What to work on: Return all of the entries, keeping every word and mark as it is.

Records for the task:
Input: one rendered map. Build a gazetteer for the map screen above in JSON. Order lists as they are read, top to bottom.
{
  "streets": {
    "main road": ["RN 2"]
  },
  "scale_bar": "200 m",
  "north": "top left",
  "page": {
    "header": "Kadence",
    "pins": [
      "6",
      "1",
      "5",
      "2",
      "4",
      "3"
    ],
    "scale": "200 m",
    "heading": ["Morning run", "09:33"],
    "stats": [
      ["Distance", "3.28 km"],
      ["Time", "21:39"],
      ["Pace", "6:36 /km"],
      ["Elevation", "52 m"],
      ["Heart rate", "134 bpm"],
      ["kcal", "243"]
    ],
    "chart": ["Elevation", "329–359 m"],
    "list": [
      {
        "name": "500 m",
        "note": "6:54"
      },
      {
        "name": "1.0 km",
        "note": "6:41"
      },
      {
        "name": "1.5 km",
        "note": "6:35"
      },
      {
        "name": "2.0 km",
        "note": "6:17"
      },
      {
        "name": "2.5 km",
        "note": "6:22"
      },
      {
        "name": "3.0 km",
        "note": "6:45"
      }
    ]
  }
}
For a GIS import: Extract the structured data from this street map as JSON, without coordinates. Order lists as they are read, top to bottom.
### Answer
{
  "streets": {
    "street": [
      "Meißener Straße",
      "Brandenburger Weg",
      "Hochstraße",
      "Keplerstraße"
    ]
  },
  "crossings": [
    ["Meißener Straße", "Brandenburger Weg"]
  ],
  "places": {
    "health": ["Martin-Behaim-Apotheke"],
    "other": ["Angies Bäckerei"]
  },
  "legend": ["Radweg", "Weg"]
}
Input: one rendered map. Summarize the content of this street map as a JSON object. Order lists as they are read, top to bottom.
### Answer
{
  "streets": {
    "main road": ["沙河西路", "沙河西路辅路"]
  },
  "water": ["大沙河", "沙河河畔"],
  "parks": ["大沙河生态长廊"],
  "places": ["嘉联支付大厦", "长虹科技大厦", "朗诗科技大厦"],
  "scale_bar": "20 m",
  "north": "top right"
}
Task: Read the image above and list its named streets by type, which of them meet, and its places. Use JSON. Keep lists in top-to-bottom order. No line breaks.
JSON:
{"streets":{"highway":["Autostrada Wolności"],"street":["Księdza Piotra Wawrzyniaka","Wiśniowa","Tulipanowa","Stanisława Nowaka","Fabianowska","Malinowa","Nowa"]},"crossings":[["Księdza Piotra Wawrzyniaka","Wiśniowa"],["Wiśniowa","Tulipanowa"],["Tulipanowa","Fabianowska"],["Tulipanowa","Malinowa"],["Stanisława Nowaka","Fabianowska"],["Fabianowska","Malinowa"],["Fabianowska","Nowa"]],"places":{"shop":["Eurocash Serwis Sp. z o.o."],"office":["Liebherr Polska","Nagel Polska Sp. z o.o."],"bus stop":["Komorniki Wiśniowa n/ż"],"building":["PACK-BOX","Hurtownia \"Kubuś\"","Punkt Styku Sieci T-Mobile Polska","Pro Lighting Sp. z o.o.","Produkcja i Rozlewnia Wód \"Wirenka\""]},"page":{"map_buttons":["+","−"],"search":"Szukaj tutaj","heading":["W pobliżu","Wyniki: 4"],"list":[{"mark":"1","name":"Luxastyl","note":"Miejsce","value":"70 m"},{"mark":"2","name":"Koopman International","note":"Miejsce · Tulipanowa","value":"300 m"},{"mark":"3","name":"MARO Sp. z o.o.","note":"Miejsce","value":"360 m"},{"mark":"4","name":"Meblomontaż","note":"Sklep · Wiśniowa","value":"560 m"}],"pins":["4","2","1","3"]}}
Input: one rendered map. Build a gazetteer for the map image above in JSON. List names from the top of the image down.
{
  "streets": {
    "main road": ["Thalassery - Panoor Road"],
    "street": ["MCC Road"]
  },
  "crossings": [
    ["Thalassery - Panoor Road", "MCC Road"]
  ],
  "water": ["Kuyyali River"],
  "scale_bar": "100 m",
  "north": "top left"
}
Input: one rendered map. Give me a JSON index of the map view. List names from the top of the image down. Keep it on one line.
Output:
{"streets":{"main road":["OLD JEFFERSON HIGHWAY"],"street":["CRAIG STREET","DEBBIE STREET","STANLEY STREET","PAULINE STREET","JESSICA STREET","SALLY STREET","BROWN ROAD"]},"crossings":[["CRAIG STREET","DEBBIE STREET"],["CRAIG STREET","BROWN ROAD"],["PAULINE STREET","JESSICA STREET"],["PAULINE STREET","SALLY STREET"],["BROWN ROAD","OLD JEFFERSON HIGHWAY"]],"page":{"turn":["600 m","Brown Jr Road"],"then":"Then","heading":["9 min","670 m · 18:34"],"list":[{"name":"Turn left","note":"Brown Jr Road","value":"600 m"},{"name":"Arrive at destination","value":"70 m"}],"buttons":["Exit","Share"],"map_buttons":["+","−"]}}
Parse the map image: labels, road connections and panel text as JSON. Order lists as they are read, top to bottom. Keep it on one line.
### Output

Answer to the problem:
Input: one rendered map. Build a gazetteer for the map screen above in JSON. Order lists as they are read, top to bottom.
{
  "streets": {
    "main road": ["RN 2"]
  },
  "scale_bar": "200 m",
  "north": "top left",
  "page": {
    "header": "Kadence",
    "pins": [
      "6",
      "1",
      "5",
      "2",
      "4",
      "3"
    ],
    "scale": "200 m",
    "heading": ["Morning run", "09:33"],
    "stats": [
      ["Distance", "3.28 km"],
      ["Time", "21:39"],
      ["Pace", "6:36 /km"],
      ["Elevation", "52 m"],
      ["Heart rate", "134 bpm"],
      ["kcal", "243"]
    ],
    "chart": ["Elevation", "329–359 m"],
    "list": [
      {
        "name": "500 m",
        "note": "6:54"
      },
      {
        "name": "1.0 km",
        "note": "6:41"
      },
      {
        "name": "1.5 km",
        "note": "6:35"
      },
      {
        "name": "2.0 km",
        "note": "6:17"
      },
      {
        "name": "2.5 km",
        "note": "6:22"
      },
      {
        "name": "3.0 km",
        "note": "6:45"
      }
    ]
  }
}
For a GIS import: Extract the structured data from this street map as JSON, without coordinates. Order lists as they are read, top to bottom.
### Answer
{
  "streets": {
    "street": [
      "Meißener Straße",
      "Brandenburger Weg",
      "Hochstraße",
      "Keplerstraße"
    ]
  },
  "crossings": [
    ["Meißener Straße", "Brandenburger Weg"]
  ],
  "places": {
    "health": ["Martin-Behaim-Apotheke"],
    "other": ["Angies Bäckerei"]
  },
  "legend": ["Radweg", "Weg"]
}
Input: one rendered map. Summarize the content of this street map as a JSON object. Order lists as they are read, top to bottom.
### Answer
{
  "streets": {
    "main road": ["沙河西路", "沙河西路辅路"]
  },
  "water": ["大沙河", "沙河河畔"],
  "parks": ["大沙河生态长廊"],
  "places": ["嘉联支付大厦", "长虹科技大厦", "朗诗科技大厦"],
  "scale_bar": "20 m",
  "north": "top right"
}
Task: Read the image above and list its named streets by type, which of them meet, and its places. Use JSON. Keep lists in top-to-bottom order. No line breaks.
JSON:
{"streets":{"highway":["Autostrada Wolności"],"street":["Księdza Piotra Wawrzyniaka","Wiśniowa","Tulipanowa","Stanisława Nowaka","Fabianowska","Malinowa","Nowa"]},"crossings":[["Księdza Piotra Wawrzyniaka","Wiśniowa"],["Wiśniowa","Tulipanowa"],["Tulipanowa","Fabianowska"],["Tulipanowa","Malinowa"],["Stanisława Nowaka","Fabianowska"],["Fabianowska","Malinowa"],["Fabianowska","Nowa"]],"places":{"shop":["Eurocash Serwis Sp. z o.o."],"office":["Liebherr Polska","Nagel Polska Sp. z o.o."],"bus stop":["Komorniki Wiśniowa n/ż"],"building":["PACK-BOX","Hurtownia \"Kubuś\"","Punkt Styku Sieci T-Mobile Polska","Pro Lighting Sp. z o.o.","Produkcja i Rozlewnia Wód \"Wirenka\""]},"page":{"map_buttons":["+","−"],"search":"Szukaj tutaj","heading":["W pobliżu","Wyniki: 4"],"list":[{"mark":"1","name":"Luxastyl","note":"Miejsce","value":"70 m"},{"mark":"2","name":"Koopman International","note":"Miejsce · Tulipanowa","value":"300 m"},{"mark":"3","name":"MARO Sp. z o.o.","note":"Miejsce","value":"360 m"},{"mark":"4","name":"Meblomontaż","note":"Sklep · Wiśniowa","value":"560 m"}],"pins":["4","2","1","3"]}}
Input: one rendered map. Build a gazetteer for the map image above in JSON. List names from the top of the image down.
{
  "streets": {
    "main road": ["Thalassery - Panoor Road"],
    "street": ["MCC Road"]
  },
  "crossings": [
    ["Thalassery - Panoor Road", "MCC Road"]
  ],
  "water": ["Kuyyali River"],
  "scale_bar": "100 m",
  "north": "top left"
}
Input: one rendered map. Give me a JSON index of the map view. List names from the top of the image down. Keep it on one line.
Output:
{"streets":{"main road":["OLD JEFFERSON HIGHWAY"],"street":["CRAIG STREET","DEBBIE STREET","STANLEY STREET","PAULINE STREET","JESSICA STREET","SALLY STREET","BROWN ROAD"]},"crossings":[["CRAIG STREET","DEBBIE STREET"],["CRAIG STREET","BROWN ROAD"],["PAULINE STREET","JESSICA STREET"],["PAULINE STREET","SALLY STREET"],["BROWN ROAD","OLD JEFFERSON HIGHWAY"]],"page":{"turn":["600 m","Brown Jr Road"],"then":"Then","heading":["9 min","670 m · 18:34"],"list":[{"name":"Turn left","note":"Brown Jr Road","value":"600 m"},{"name":"Arrive at destination","value":"70 m"}],"buttons":["Exit","Share"],"map_buttons":["+","−"]}}
Parse the map image: labels, road connections and panel text as JSON. Order lists as they are read, top to bottom. Keep it on one line.
### Output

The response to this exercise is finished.